Barbara Svolos, a registered nurse, thereupon extracted a quantity of blood and placed it in a test tube which she immediately gave to the lieutenant. There is evidence in the record that the blood sample was extracted at approximately 1:15 a.m. on May 27, 1973. Ralbovsky placed the test tube in his pants pocket and later took it to the police station where he sealed it and locked it in the ‘ ‘ money drawer ’ ’. Sometime later, he personally delivered the sealed test tube to the chemist, Charles Ackerbauer, and obtained a receipt. Ralbovsky subsequently received a certificate of analysis from Ackerbauer stating that there was .21% of alcohol, by weight, in the blood sample, and specifying the method of analysis.
On June 14,1973 defendant was indicted by the Fulton County Grand Jury for manslaughter in the second degree, criminally negligent homicide, driving while intoxicated and operating a motor vehicle while having .1 of 1% or more, by weight, of alcohol in his blood. On October 23, 1973, said indictment was dismissed, over defendant’s objection, upon oral motion of the District Attorney, on the ground that a witness with exculpatory evidence, known to the prosecution, had not been called to testify before the Grand Jury which indicted defendant. Permission to resubmit the matter to the Grand Jury was granted and defendant was subsequently reindicted on the same charges enumerated earlier with the exception of manslaughter in the second degree.
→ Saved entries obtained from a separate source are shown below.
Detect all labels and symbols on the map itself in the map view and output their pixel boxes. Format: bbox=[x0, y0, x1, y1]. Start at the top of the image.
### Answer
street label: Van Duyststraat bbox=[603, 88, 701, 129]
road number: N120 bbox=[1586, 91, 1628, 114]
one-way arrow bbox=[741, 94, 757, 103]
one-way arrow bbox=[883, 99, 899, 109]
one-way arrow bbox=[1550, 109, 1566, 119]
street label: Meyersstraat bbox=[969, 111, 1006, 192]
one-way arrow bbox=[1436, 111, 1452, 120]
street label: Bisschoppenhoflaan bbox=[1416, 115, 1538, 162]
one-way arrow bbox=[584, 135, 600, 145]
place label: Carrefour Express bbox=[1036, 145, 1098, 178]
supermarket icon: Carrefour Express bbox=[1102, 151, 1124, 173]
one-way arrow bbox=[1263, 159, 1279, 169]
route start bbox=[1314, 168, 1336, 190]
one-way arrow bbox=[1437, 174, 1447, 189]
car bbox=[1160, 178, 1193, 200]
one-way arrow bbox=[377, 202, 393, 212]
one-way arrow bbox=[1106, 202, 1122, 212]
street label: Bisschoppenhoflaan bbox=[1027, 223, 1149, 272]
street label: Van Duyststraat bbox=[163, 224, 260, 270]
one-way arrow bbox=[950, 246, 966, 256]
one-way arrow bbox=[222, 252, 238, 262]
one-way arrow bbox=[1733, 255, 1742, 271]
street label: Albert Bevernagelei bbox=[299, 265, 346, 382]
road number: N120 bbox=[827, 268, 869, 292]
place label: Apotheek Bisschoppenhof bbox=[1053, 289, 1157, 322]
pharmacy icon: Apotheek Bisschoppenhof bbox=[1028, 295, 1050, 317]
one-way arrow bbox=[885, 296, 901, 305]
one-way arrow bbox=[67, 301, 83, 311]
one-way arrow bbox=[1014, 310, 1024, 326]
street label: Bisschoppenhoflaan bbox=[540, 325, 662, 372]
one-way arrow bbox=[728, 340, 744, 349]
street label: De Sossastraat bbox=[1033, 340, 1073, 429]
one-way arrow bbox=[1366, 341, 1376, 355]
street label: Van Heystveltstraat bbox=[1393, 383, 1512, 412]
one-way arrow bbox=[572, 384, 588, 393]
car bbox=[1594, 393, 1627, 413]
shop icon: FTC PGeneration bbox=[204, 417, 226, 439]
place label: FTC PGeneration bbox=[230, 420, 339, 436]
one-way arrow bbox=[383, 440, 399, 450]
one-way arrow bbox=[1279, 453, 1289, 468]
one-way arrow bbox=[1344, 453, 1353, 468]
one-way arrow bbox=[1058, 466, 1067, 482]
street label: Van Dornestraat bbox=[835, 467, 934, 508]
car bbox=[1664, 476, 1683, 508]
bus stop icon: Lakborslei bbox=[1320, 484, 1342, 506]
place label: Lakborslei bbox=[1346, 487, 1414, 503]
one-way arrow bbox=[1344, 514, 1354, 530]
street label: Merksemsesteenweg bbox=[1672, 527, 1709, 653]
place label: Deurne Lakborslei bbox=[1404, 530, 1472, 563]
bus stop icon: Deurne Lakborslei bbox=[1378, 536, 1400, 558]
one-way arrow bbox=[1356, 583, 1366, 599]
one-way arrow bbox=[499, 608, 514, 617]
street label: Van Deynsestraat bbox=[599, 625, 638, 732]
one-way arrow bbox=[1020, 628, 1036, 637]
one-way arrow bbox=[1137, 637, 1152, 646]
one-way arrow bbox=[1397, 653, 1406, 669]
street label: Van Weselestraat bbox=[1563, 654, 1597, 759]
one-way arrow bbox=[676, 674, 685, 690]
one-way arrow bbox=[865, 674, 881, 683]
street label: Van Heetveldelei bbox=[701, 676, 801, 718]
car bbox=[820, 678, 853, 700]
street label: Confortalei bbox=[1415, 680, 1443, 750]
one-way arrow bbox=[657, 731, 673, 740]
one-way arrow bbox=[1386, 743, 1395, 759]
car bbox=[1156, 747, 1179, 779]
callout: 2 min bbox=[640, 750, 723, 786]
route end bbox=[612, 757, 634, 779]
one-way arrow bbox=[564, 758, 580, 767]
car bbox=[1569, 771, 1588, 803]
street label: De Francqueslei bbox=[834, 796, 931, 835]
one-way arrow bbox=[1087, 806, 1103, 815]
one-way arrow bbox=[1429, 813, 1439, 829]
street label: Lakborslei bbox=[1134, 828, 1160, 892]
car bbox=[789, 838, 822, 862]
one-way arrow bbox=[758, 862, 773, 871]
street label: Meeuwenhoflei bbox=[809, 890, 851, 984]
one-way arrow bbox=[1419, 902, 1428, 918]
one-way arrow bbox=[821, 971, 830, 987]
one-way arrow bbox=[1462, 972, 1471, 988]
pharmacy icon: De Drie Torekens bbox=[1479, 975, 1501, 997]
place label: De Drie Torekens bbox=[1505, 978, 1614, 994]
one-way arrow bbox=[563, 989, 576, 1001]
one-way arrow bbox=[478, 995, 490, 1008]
Prior to trial, defendant unsuccessfully moved to suppress the results of the blood test on grounds which have been resurrected on this appeal and are detailed later in this opinion. A jury trial commenced on May 8,1974, during the course of which several witnesses, including Lieutenant Ralbovsky, Dr. D’Errico and Nurse Svolos, testified that defendant smelled of alcohol, was belligerent, and used abusive language while in the emergency room.' There is also evidence in the record that, shortly before the fatal collision, defendant was speeding. Other witnesses testified that Bonita Catucci and her passenger, Jill Nadborny, had shared between 5 and 10 marijuana cigarettes with three other persons shortly before the fatal accident.
*309During the trial, an unforeseeable difficulty arose in proving the results of the blood test. The chemist who performed the test died on May 12, 1974 while the trial was in progress. Deprived of his testimony, the People sought to introduce in evidence his records of the analysis of the blood sample. The chemist’s son, who had been employed in the laboratory for seven years and was then so employed, was called as a witness and he testified to his father’s qualifications, stating that the latter had performed several hundred blood tests in the course of his business. He further testified that his father kept a log of every test he performed and placed a check mark next to each entry as payment for the services was received. He had observed his father perform at least a dozen tests and it was the latter’s practice to record the results of the test immediately upon completion thereof. No other notes were made. The log book was then introduced into evidence over defendant’s objection, the witness having identified the handwriting as that of his father. The entry dated May 27, 1973 with defendant’s name written next to it states: “Narcotics Neg. Hallucinogens Neg. No test for marihuana ”. Certain mathematical computations follow and at the extreme right hand side of the page is the figure .21%.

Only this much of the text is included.